By Jack Mintz, January 14, 2021
Governments throughout the world seem to believe the following truism: Low interest rates will let them run up debt with little consequence for many years to come. Why? As the argument goes, debt costs are manageable so long as — after the initial COVID slowdown has passed — the economy grows more quickly than the debt.
Public debt as a share of GDP is an important indicator to investors as to whether a government will be able to cover its debt obligations without a financial crisis and currency devaluation. The ability to roll over public debt and pay interest charges depends on investor confidence in a government’s capacity to raise revenues. This is why rate agencies typically focus on debt as a share of GDP to measure the “debt burden.”
The debt-to-GDP ratio can spiral, however, for two reasons: prolonged periods of what economists call “primary deficits” and interest rates in excess of GDP growth rates. Let me explain each in turn.
A primary deficit occurs when public revenues don’t cover the government’s non-interest expenditures.
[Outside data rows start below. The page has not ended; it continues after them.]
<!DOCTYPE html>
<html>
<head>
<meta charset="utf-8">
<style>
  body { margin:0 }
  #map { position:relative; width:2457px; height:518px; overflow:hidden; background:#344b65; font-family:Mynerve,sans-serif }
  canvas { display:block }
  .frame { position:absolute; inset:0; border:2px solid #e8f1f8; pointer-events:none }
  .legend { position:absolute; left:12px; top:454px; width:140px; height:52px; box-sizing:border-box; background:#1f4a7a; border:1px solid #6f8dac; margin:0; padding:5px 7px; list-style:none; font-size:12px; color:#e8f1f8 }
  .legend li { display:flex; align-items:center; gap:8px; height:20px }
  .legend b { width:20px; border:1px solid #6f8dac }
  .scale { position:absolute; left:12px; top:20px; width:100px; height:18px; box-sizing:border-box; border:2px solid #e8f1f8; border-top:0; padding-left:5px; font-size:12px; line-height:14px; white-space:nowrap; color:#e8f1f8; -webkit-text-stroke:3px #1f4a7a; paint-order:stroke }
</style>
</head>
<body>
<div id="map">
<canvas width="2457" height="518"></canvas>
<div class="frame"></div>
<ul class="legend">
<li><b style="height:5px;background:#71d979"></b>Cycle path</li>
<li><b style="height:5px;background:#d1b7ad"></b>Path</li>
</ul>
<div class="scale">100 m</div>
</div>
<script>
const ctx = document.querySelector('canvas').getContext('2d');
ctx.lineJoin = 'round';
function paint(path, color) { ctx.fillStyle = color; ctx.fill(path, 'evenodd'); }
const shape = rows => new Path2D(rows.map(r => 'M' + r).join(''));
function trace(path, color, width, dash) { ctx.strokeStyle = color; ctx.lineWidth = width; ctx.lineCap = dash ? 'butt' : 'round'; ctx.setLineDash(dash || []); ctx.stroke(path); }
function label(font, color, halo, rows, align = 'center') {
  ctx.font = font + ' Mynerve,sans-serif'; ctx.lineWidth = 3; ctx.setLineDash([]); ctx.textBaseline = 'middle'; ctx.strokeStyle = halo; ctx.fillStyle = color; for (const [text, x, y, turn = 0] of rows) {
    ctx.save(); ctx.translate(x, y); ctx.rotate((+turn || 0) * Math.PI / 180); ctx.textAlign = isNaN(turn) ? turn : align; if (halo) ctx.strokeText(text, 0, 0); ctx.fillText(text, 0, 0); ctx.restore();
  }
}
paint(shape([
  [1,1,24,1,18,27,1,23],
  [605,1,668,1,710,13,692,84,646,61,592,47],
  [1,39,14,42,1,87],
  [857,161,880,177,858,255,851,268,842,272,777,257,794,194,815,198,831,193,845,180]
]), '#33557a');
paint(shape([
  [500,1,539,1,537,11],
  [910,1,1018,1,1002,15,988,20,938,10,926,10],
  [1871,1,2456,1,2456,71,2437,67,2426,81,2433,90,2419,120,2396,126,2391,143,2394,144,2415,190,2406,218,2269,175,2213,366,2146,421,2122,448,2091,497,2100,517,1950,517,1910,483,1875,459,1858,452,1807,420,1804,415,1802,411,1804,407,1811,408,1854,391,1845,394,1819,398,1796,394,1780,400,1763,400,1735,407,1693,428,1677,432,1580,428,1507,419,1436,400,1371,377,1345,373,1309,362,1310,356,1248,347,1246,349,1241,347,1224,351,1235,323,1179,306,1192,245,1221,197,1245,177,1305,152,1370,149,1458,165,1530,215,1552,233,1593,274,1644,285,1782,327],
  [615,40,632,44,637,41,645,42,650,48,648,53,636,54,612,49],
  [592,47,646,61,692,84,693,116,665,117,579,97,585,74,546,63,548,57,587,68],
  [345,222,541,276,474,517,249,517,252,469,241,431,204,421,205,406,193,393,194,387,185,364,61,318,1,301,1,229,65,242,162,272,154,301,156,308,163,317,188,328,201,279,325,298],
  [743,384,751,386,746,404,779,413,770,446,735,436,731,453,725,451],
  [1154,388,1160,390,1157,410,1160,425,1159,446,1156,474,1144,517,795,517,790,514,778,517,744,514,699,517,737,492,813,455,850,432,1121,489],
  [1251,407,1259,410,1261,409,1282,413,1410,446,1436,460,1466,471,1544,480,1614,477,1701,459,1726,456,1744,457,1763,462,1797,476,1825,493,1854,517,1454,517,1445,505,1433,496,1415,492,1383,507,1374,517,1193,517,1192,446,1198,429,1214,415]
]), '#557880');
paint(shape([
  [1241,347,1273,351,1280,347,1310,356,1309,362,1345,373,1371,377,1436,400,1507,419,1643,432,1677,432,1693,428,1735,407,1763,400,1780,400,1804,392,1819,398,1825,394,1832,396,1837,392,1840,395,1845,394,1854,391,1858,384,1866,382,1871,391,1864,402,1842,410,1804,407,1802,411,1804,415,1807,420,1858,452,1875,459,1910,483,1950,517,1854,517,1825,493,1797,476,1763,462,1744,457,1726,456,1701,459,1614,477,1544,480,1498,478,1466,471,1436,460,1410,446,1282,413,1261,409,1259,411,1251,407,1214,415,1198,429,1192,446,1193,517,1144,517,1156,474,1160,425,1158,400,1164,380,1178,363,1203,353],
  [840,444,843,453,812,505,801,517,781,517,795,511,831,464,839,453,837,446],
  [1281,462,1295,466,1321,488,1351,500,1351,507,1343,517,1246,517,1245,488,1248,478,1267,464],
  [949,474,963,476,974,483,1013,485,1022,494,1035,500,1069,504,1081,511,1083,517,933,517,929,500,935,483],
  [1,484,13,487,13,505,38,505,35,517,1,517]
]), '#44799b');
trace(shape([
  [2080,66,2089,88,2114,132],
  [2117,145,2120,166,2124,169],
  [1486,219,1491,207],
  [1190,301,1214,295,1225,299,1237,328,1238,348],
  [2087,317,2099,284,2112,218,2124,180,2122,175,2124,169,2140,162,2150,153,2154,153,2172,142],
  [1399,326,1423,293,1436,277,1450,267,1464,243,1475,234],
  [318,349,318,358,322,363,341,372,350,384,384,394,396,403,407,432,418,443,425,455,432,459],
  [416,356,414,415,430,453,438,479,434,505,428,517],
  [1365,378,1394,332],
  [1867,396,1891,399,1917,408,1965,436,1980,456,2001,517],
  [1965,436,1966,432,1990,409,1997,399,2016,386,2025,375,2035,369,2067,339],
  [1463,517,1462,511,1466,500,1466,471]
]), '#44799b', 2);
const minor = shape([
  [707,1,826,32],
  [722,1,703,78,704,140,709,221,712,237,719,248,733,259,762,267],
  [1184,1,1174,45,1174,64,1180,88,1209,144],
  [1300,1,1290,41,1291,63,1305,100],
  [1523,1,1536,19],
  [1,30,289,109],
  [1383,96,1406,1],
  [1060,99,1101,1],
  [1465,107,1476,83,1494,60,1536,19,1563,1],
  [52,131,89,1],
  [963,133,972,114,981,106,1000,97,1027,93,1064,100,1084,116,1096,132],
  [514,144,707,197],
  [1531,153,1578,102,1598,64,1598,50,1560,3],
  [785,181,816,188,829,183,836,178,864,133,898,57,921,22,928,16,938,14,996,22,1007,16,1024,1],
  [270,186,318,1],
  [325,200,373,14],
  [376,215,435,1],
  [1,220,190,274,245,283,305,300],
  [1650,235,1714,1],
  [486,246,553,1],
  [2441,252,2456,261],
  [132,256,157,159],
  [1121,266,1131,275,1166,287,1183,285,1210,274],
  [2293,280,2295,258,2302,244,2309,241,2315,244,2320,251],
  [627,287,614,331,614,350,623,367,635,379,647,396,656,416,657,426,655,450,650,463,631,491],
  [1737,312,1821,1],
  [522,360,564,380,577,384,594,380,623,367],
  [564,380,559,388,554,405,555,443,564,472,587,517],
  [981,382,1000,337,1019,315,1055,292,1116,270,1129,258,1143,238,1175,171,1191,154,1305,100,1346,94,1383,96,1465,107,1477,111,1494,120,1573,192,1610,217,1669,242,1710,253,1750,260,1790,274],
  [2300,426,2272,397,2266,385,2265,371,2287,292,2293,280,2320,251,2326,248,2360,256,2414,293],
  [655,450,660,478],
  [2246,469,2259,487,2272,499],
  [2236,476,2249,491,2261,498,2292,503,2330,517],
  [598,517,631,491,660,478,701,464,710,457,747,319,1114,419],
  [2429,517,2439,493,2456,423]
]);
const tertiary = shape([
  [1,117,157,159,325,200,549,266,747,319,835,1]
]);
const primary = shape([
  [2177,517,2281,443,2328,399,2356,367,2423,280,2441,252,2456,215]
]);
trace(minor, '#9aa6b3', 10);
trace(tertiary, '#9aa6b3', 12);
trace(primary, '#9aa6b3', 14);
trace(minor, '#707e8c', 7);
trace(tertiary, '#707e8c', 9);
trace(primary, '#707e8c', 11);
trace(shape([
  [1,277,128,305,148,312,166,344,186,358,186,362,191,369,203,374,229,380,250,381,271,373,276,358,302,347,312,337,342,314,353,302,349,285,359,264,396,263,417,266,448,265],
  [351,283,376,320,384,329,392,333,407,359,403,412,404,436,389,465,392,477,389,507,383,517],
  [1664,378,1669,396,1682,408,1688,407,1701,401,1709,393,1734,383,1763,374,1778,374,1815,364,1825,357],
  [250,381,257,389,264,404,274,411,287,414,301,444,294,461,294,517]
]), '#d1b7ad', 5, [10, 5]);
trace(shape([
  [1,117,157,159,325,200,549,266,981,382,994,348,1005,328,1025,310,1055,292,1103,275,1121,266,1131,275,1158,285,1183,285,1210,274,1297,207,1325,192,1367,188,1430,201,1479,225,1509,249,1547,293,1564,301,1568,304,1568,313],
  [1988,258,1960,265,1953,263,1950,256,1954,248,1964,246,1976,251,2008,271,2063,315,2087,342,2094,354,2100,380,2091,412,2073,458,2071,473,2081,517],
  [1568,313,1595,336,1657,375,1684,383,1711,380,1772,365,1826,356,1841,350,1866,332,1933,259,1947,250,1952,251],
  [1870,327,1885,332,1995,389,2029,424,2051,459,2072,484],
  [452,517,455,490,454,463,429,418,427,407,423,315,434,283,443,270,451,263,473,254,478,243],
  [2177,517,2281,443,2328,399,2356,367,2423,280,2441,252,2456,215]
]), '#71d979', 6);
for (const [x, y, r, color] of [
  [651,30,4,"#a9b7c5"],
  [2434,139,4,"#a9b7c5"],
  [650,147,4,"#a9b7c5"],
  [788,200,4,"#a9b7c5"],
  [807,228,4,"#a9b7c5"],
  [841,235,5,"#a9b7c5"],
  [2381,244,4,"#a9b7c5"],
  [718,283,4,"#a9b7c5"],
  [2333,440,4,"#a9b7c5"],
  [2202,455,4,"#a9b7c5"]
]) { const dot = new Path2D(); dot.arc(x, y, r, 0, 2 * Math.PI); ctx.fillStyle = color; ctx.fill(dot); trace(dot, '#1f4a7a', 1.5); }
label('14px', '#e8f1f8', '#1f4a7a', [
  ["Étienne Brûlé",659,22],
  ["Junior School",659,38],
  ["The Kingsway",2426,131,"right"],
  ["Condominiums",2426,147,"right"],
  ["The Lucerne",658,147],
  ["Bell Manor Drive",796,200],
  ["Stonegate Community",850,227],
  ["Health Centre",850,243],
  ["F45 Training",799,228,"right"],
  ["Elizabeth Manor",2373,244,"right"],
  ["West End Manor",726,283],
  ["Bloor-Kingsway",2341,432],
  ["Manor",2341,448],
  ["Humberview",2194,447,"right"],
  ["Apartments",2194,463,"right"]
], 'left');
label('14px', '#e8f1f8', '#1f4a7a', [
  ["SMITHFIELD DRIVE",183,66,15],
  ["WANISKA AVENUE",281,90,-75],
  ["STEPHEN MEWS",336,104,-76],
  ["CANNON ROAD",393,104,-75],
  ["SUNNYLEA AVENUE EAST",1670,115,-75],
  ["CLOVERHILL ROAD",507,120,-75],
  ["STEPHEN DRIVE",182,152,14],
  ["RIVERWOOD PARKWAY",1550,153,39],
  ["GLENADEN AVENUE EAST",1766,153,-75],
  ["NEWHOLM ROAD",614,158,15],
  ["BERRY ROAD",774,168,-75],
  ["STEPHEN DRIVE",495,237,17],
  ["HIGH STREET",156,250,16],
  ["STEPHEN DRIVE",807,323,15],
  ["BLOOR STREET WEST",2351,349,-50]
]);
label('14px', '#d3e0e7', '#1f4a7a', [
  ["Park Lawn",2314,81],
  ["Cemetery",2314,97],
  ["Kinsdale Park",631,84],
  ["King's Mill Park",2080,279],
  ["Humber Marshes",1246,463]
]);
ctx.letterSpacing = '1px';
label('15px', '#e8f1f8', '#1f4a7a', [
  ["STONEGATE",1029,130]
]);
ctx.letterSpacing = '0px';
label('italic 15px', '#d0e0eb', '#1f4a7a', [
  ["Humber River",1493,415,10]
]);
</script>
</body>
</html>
Right now, the federal government is running an eye-popping primary deficit. It expects its spending, excluding debt charges and net employee accrued losses, to be $621 billion in fiscal year 2020-21. On the other hand, its revenues will be only $275 billion, which means the federal primary deficit is $346 billion or 16 per cent of GDP.
Ottawa last ran primary deficits in the Trudeau/Mulroney decade of 1975-1986. But they were puny by comparison, averaging just two per cent of GDP each year. Even so, with the high inflation and interest rates of those years, accumulative primary deficits eventually led to Canada’s almost going to the IMF for a bailout in 1994.